3. Folly should not be subsidized. PRO 1:32; 2TH 3:10.
4. The order of priority in charitable relief is:
a. the needy within one’s own family. 1TI 5:4, 8.
b. the needy within one’s own church, especially destitute widows and
orphans. GAL 6:10; JAM 1:27.
c. the needy in other churches of like precious faith. ACT 11:29.
d. the needy outside the faith as opportunity is presented. GAL 6:10.
e. other godly support as wisdom and discretion direct.
IV. Avoid muddy thinking. Think according to the two great commandments. MAR 12:29-31.
A. “I can’t afford to give.” Ans. You can’t afford not to give. Don’t accuse God of error.
B. “I’d like to help him/her but I already gave my ‘tithe’ to the church.” Ans. Dig deeper,
and consider Paul’s wisdom. 1CO 16:2.
C. “I just don’t think of my giving as an obligation.” Ans. Do you think of other obligations
that way: mortgage, utilities, taxes, etc.?
D. “Others will pick up the tab.” Ans. What if they think the same? This is covetousness.
E. “God will just make things work out if I don’t give.” Ans. This is magical thinking, not
the godly obedience of faith.
E. Concerning ministerial support:
1. “The pastor is supposed to follow Paul who opted not to receive support in 1CO 9:12-15.”
a. It was his option, and one he later regretted (2CO 11:7-8; 12:13). He had deprived them of a blessing. ACT 20:35.
b.
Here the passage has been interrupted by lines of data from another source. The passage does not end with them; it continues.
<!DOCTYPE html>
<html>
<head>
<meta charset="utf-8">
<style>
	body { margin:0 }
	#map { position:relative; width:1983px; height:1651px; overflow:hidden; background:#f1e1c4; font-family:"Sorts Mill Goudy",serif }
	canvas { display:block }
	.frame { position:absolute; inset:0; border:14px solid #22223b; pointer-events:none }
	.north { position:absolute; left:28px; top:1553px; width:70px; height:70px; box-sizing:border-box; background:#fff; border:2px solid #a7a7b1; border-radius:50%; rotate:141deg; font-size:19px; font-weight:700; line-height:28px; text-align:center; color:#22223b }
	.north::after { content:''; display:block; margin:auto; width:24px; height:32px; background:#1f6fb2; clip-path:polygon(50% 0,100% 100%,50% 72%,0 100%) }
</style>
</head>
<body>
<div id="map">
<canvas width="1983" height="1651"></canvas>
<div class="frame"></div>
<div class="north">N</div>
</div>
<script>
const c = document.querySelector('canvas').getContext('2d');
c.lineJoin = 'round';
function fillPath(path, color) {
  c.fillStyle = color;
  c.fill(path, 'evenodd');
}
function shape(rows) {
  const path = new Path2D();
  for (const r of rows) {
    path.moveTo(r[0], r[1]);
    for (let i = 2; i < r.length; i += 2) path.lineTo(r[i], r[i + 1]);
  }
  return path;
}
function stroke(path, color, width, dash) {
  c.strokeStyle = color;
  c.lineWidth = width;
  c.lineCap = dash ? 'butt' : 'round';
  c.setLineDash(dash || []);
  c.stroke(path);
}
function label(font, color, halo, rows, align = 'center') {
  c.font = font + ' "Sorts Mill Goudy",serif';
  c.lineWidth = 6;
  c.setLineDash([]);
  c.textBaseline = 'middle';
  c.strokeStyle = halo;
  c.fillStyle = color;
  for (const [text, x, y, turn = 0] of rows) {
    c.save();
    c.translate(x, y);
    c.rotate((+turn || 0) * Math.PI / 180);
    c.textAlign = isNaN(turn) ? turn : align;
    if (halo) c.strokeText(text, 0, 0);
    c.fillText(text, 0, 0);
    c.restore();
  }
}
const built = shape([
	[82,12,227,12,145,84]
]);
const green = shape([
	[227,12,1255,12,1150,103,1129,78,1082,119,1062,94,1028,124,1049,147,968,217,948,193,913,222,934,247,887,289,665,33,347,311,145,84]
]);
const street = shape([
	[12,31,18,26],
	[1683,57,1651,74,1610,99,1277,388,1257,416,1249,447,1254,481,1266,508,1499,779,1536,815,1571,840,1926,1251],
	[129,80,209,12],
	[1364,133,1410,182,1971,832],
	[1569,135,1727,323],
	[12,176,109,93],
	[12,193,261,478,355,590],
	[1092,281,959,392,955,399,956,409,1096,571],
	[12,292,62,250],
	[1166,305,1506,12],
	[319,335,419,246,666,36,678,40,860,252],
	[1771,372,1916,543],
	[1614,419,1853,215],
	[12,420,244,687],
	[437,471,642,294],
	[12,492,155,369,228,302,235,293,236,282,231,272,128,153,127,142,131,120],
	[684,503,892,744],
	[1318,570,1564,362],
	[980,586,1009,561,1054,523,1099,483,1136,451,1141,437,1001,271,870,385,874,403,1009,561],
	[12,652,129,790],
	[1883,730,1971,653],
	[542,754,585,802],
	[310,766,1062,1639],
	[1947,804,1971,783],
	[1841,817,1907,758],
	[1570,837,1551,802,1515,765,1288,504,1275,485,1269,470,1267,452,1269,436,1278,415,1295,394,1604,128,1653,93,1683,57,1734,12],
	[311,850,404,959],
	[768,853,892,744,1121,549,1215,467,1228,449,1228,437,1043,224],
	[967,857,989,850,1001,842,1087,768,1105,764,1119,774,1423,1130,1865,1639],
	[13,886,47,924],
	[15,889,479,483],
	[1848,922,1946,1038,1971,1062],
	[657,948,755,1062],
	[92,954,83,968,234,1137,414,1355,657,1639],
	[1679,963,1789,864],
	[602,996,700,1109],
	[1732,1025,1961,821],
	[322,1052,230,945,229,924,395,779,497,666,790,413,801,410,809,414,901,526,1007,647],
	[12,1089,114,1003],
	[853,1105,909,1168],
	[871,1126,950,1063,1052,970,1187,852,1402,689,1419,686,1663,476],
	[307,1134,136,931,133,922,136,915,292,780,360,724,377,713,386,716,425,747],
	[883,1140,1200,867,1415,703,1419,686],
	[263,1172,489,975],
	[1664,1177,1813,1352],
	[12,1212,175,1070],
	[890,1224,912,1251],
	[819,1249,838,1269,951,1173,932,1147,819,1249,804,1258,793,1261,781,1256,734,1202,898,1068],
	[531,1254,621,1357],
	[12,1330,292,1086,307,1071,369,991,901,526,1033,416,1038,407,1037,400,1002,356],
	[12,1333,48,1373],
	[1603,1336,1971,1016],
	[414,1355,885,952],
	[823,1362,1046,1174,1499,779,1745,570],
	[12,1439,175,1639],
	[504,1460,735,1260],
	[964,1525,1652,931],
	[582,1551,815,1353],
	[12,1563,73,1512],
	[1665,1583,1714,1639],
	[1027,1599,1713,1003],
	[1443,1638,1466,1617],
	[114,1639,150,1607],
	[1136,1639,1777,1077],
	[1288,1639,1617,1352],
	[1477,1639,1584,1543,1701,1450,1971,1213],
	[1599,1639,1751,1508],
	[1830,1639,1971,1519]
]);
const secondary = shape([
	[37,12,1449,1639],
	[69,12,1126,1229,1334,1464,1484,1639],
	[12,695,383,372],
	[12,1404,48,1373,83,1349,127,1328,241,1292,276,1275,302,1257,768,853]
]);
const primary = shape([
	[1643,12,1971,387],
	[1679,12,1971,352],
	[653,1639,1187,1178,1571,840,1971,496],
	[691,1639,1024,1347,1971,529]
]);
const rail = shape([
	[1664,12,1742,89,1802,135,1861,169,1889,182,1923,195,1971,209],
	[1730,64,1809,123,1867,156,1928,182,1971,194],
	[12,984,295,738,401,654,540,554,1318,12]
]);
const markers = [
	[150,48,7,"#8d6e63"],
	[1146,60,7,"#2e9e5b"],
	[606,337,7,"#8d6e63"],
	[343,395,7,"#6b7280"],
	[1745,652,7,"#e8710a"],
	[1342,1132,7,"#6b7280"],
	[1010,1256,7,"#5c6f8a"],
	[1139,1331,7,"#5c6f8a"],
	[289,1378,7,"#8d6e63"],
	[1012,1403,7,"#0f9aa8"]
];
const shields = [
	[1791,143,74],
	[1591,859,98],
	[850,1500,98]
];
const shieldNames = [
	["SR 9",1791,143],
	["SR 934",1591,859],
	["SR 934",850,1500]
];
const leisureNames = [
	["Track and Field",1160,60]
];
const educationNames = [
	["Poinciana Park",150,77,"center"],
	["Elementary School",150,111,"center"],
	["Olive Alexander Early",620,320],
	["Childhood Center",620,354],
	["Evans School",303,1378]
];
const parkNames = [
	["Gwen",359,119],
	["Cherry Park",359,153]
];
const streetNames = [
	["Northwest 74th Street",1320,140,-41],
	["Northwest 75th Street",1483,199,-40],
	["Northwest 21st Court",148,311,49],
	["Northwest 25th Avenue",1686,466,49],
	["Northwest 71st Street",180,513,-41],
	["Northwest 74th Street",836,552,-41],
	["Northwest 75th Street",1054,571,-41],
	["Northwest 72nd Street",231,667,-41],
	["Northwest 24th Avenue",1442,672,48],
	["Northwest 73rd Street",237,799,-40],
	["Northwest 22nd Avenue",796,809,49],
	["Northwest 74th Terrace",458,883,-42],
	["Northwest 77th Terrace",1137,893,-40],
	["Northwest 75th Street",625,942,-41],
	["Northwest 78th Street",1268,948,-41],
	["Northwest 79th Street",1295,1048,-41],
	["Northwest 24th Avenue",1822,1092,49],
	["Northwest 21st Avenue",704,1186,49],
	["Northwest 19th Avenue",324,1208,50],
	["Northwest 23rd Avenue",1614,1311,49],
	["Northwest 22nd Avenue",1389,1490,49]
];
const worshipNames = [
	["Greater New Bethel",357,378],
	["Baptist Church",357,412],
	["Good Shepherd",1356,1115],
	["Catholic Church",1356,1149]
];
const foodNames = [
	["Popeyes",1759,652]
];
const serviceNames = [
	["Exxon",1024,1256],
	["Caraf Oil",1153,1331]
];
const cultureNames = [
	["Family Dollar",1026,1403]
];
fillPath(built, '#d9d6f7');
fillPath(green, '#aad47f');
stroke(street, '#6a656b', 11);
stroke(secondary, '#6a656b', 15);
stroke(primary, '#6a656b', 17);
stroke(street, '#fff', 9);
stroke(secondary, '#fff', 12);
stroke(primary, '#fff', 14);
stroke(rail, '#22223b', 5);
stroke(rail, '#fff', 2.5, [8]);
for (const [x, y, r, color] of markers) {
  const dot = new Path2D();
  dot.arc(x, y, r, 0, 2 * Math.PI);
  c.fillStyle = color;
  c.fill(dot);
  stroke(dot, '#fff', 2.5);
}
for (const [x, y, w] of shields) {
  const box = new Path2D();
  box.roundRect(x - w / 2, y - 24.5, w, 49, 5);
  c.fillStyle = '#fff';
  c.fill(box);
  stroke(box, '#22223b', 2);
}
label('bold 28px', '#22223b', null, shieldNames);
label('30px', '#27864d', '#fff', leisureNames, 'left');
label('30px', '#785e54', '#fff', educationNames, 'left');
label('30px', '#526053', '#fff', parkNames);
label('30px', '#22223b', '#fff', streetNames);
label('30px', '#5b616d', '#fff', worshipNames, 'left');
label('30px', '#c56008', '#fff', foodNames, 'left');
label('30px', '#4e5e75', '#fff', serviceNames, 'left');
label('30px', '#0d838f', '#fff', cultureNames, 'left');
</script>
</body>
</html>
Paul had no wife or children to support.
2. “The pastor is supposed to be prepared to work an extra job like Paul (ACT 20:34)
so I should scale down my support.”
a. Maybe the pastor should work two or three other jobs and then you won’t
have to support him at all?
b. Would you work for an employer who treated you this way?
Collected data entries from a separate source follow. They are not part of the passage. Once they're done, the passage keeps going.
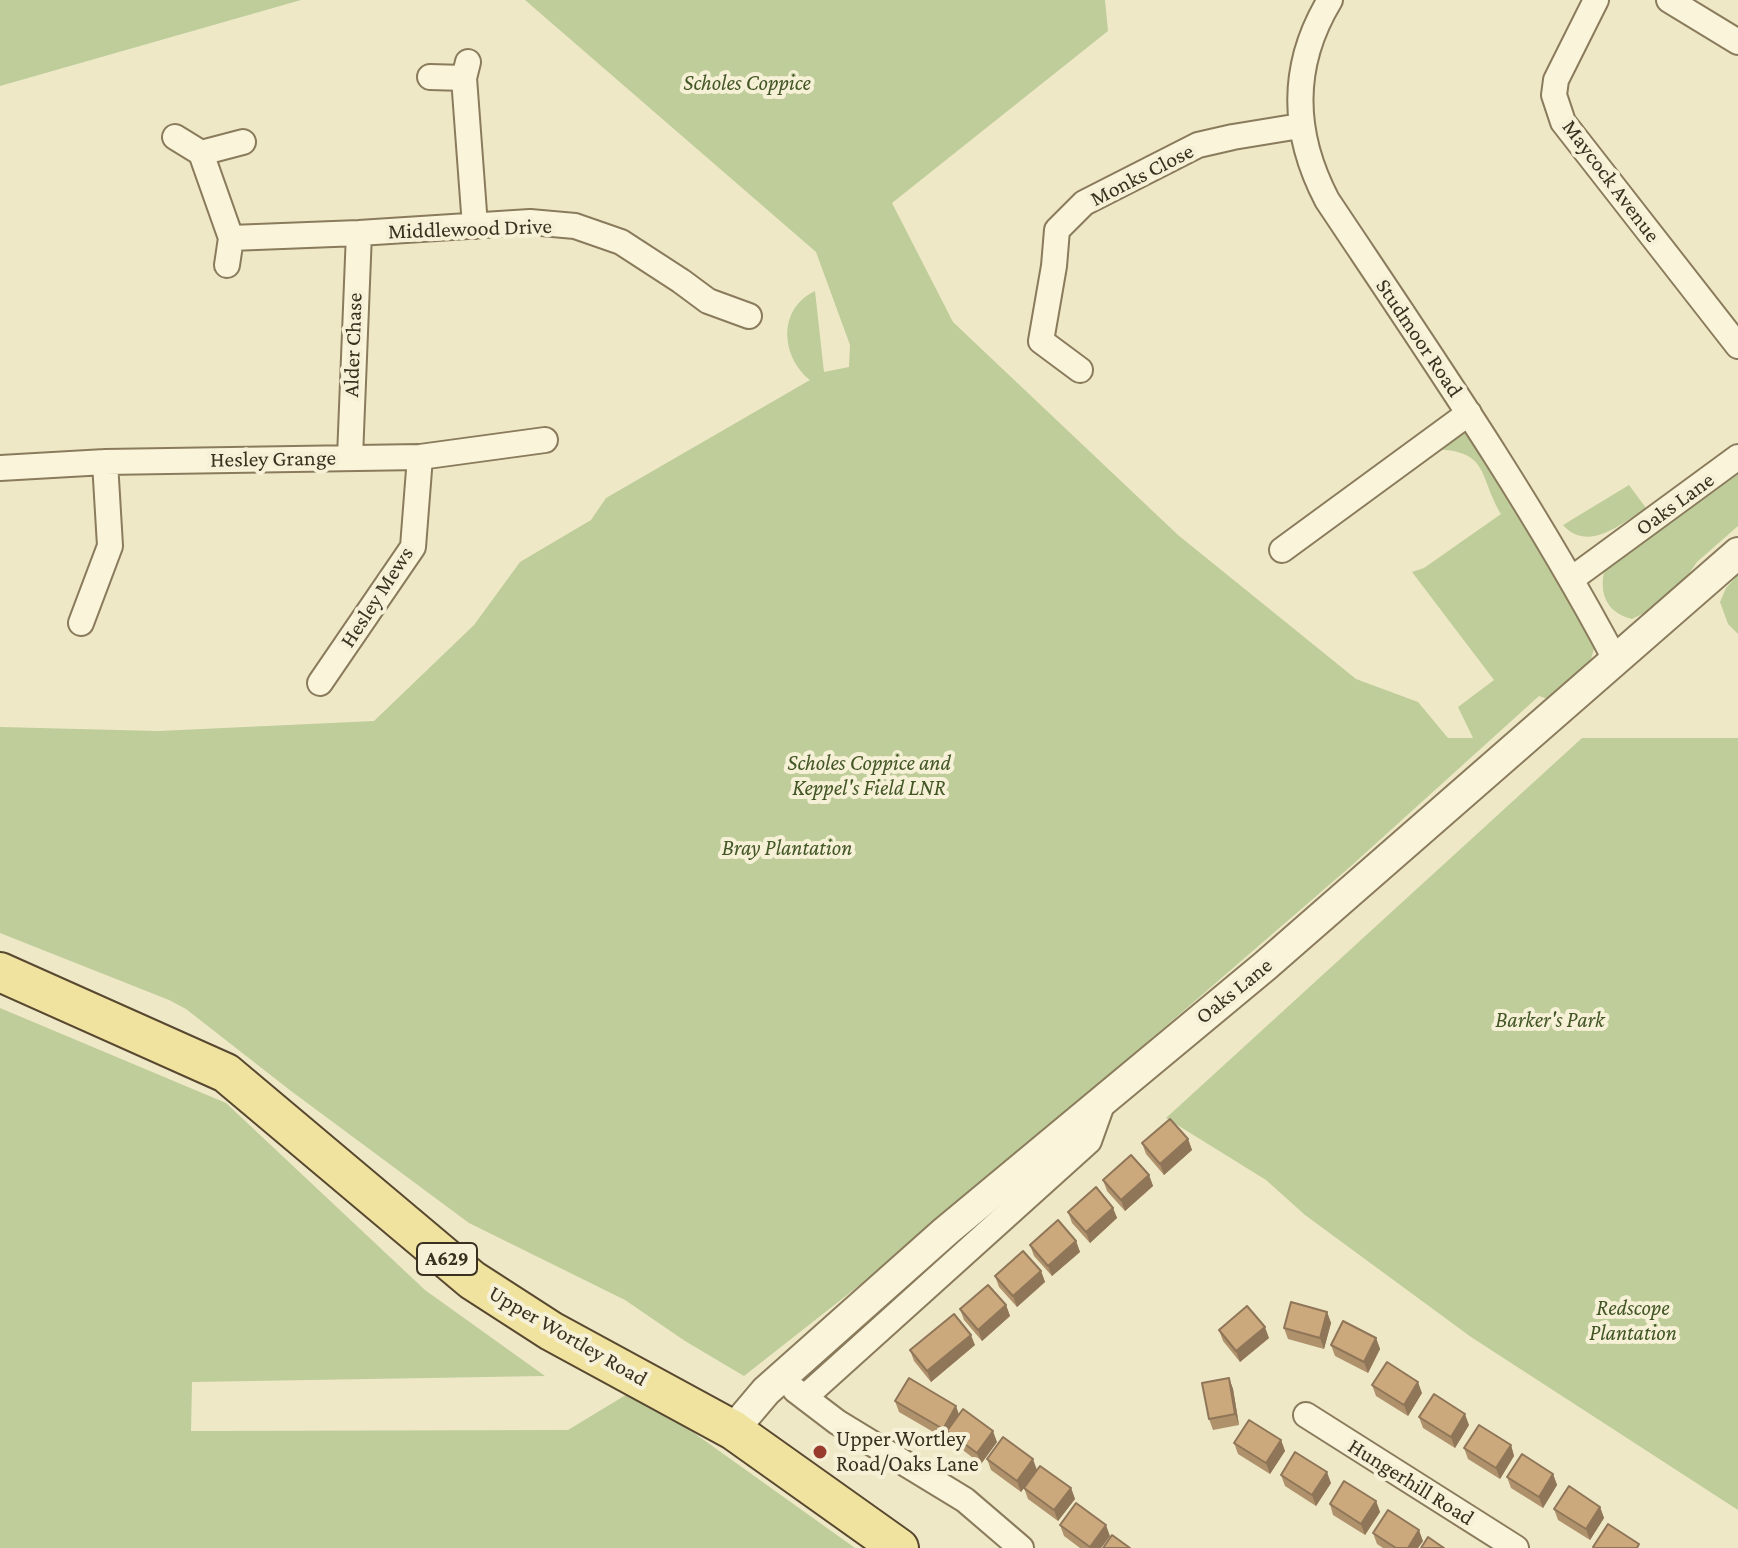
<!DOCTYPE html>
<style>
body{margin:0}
canvas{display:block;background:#eee8c6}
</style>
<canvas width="1738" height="1548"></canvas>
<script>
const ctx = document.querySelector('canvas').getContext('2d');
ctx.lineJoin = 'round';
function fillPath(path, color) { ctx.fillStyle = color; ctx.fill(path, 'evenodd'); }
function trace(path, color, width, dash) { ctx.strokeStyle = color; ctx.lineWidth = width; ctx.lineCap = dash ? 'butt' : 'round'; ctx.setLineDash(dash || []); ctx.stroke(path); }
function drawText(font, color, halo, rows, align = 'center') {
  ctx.font = font + ' "Crimson Pro",serif'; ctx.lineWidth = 8; ctx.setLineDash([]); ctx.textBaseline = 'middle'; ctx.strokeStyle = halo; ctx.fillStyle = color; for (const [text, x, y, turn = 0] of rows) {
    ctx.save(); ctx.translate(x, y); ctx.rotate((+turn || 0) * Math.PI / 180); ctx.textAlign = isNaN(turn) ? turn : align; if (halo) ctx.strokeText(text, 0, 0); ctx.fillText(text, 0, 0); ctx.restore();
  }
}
const green = new Path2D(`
 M0,0h301l-301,86z
 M525,0h580l3,31 -216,172 61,119 225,213 178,144 62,23 30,36h25l-15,-31 36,-27 -82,-108 12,-4 77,-54c-23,-39 -11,-63 -67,-65l24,-17 12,1 126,209 -5,17 -41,41 -11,-4 -188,170 -415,359 -192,151 -59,-35 -60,-41 -156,-77 -178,-132 -105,-82 -17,-9 -169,-67v-206l159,4 215,-10 100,-96 46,-63 71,-42 15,-22 204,-118c-29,-23 -33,-71 5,-89l9,81 25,-5 1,-22 -34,-93z
 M1738,473v53l-41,36 -12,17 -26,27 -27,13c-28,-7 -34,-29 -26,-55z
 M1629,485l17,23c-25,16 -58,45 -83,17z
 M1738,575v59l-10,-10 -8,-22 6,-14z
 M1582,738h156v772l-267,-173 -166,-122 -39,-35 -100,-62z
 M0,1008l226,95 199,187 120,86 -353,6 -1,49 377,-1 66,-40 221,158h-855z`);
const minor = new Path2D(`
 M1330,0c-40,66 -38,133 -3,200 100,150 203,299 288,459
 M1596,0l-40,80 -2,15 9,27 175,224
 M1669,0l69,42
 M430,77l34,1 4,-16
 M464,78l11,148
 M175,137l26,16 42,-11
 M201,153l30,85 128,-5 171,-11 45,4 46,16 60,39 27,20 41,15
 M227,265l4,-27
 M1080,370l-39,-29 13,-75 3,-36 27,-27 114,-58 35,-8 67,-11
 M350,457l9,-224
 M0,468l105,-6 315,-5 125,-17
 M1282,550l187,-137
 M1573,578l165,-121
 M81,623l29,-77 -5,-84
 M320,683l93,-136 7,-90
 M795,1390l42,32 128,78 56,48
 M805,1397l284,-256 15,-42
 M1306,1415l210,133`);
const tertiary = new Path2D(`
 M733,1430l33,-39 180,-160 319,-265 473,-413`);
const primary = new Path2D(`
 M0,972l226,101 246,207 79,51 182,99 166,118`);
const wall = new Path2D(`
 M1188,1139l4,11 -28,25 -18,-21 -4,-11z
 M1149,1175l4,11 -28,25 -18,-20 -4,-11z
 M1113,1208l4,10 -27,25 -18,-20 -4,-11z
 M1076,1241l4,11 -28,24 -18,-20 -4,-11z
 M1041,1271l4,11 -28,25 -18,-20 -4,-11z
 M1006,1305l4,11 -28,25 -18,-21 -4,-11z
 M1327,1312l4,11 -7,26 -36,-10 -4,-11z
 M1219,1330l50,8 -29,24 -17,-21z
 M1376,1338l4,11 -12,24 -33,-17 -4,-11z
 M975,1345l-44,37 -17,-21 -4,-11z
 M1229,1378l4,11 6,36 -26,5 -4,-11z
 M1372,1385l50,8 -14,23 -32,-20z
 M895,1401l64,13 38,28 -16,22 -30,-23 -2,-4 -2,3 -48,-28z
 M1419,1417l50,8 -14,23 -32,-20z
 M1281,1440l4,11 -15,23 -32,-20 -4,-11z
 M1511,1445l3,11 -14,23 -32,-20 -4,-11z
 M987,1459l50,11 -16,22 -30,-22z
 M1553,1474l4,11 -14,23 -32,-20 -4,-11z
 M1281,1475l50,8 -15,23 -31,-20z
 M1024,1488h47l4,11 -17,22 -30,-22z
 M1376,1501l4,11 -15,23 -32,-20 -3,-11z
 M1600,1507l4,11 -14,22 -32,-20 -4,-11z
 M1060,1525l50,11 -9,12h-21l-16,-12z
 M1373,1533l50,8 -5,7h-35l-6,-4z`);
const shadedWall = new Path2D(`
 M1188,1139l4,11 -28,25 -4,-11z
 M1149,1175l4,11 -28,25 -4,-11z
 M1113,1208l4,10 -27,25 -4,-11z
 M1076,1241l4,11 -28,24 -4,-10z
 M1041,1271l4,11 -28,25 -4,-11z
 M1006,1305l4,11 -28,25 -4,-11z
 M1327,1312l4,11 -7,26 -4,-11z
 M1265,1327l4,11 -29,24 -4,-11z
 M971,1335l4,10 -44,37 -4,-11z
 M1376,1338l4,11 -12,24 -4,-11z
 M1229,1378l4,11 6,36 -4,-11z
 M1418,1382l4,11 -14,23 -4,-11z
 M956,1406l4,11 -13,14 2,6 -2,3 -4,-11z
 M1465,1414l4,11 -14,23 -4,-11z
 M993,1431l4,11 -16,22 -4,-11z
 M1281,1440l4,11 -15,23 -4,-11z
 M1511,1445l3,11 -14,23 -4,-11z
 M1033,1459l4,11 -16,22 -4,-11z
 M1327,1472l4,11 -15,23 -4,-11z
 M1553,1474l4,11 -14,23 -4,-11z
 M1071,1488l4,11 -17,22 -4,-11z
 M1376,1501l4,11 -15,23 -4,-11z
 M1600,1507l4,11 -14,22 -4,-11z
 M1106,1525l4,11 -9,12h-11z
 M1419,1530l4,11 -5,7h-10z`);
const building = new Path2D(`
 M1170,1119l18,20 -28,25 -18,-21z
 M1131,1155l18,20 -28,25 -18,-20z
 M1096,1187l17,21 -27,24 -18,-20z
 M1058,1220l18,21 -28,25 -18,-21z
 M1023,1251l18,20 -28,25 -18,-20z
 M988,1285l18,20 -28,25 -18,-21z
 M1291,1302l36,10 -7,26 -36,-10z
 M1247,1306l18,21 -29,24 -17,-21z
 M954,1314l17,21 -44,36 -17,-21z
 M1343,1321l33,17 -12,24 -33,-17z
 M1387,1362l31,20 -14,23 -32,-20z
 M909,1378l47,28 -13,23 -48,-28z
 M1229,1378l6,36 -26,5 -7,-36z
 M1434,1394l31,20 -14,23 -32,-20z
 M963,1409l30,22 -16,22 -30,-22z
 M1249,1420l32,20 -15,23 -32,-20z
 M1479,1425l32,20 -15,23 -32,-20z
 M1003,1437l30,22 -16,22 -30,-22z
 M1295,1452l32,20 -15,23 -31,-20z
 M1522,1454l31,20 -14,23 -32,-20z
 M1040,1466l31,22 -17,22 -30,-22z
 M1344,1481l32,20 -15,23 -31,-20z
 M1569,1486l31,21 -14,22 -32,-20z
 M1076,1503l30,22 -16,22 -30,-22z
 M1388,1510l31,20 -11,18h-12l-23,-15z
 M1608,1524l31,20 -2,4h-42l-2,-1z
 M1112,1535l18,13h-27z
 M1428,1537l16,11h-23z`);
const markers = [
 [820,1452,8,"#983b2c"]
];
const shields = [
 [447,1259,60]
];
const shieldNames = [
 ["A629",447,1259]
];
const parkNames = [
 ["Scholes Coppice",747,83],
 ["Scholes Coppice and",869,763],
 ["Keppel's Field LNR",869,788],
 ["Bray Plantation",787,848],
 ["Barker's Park",1550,1020],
 ["Redscope",1633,1308],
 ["Plantation",1633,1333]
];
const streetNames = [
 ["Monks Close",1142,175,-27],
 ["Maycock Avenue",1611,181,53],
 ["Middlewood Drive",470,229,-2],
 ["Studmoor Road",1419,338,56],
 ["Alder Chase",353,345,-88],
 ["Hesley Grange",273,459,-1],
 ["Oaks Lane",1675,504,-36],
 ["Hesley Mews",377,597,-57],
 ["Oaks Lane",1234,991,-39],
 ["Upper Wortley Road",568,1336,30],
 ["Hungerhill Road",1411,1482,32]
];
const poiNames = [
 ["Upper Wortley",836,1439],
 ["Road/Oaks Lane",836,1464]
];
fillPath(green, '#bfcd9a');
trace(minor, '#8a7b5c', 28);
trace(tertiary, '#8a7b5c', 34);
trace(primary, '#584830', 42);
trace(minor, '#f9f4da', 24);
trace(tertiary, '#f9f4da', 30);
trace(primary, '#f0e39f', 38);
fillPath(wall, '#af916c');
fillPath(shadedWall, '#8f7658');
fillPath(building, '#cca97d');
trace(building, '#8f7658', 2);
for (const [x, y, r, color] of markers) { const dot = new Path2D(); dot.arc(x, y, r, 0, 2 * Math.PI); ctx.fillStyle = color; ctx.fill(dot); trace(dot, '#f6f1d6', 3); }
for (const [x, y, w] of shields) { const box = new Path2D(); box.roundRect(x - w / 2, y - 16, w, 32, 6); ctx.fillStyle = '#f6f1d6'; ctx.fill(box); trace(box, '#3a3020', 2); }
drawText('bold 20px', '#3a3020', null, shieldNames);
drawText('italic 22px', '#435626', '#f6f1d6', parkNames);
drawText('22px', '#3a3020', '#f6f1d6', streetNames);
drawText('22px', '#3a3020', '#f6f1d6', poiNames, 'left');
</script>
3. “The pastor seems to be getting ahead in life so I will cut back my support.”
a. What if the pastor has other revenue that he uses?
b. So you want to penalize sagacity and success?
c. Would you work for an employer who treated you this way?
4. “The pastor’s wife works so I can scale back my support accordingly.”
a. Maybe if she worked two or three jobs you could stop support entirely? b. Would you work for an employer who thought like this?
5. “I support the pastor when I remember or feel like it.”
a. How does your mortgage or utility company feel about this approach? b. Would you work for an employer who thought like this?
V. Failure in giving is generally owing to a lack of faith: one doesn’t genuinely believe the promises of blessing or cursing in this matter.
A. God promises to judge those who fudge. HAG 1:4-11; MAL 3:8-9; 2CO 9:6.
B. God promises to bless those who give. MAL 3:10; PRO 3:10; MAT 6:33; LUK 6:38.
C. (1SAM 2:30) Wherefore the LORD God of Israel saith, I said indeed that thy house, and the house of thy father, should walk before me for ever: but now the LORD saith, Be it far from me; for them that honour me I will honour, and they that despise me shall be lightly esteemed.
D. (2CO 9:15) Thanks be unto God for his unspeakable gift.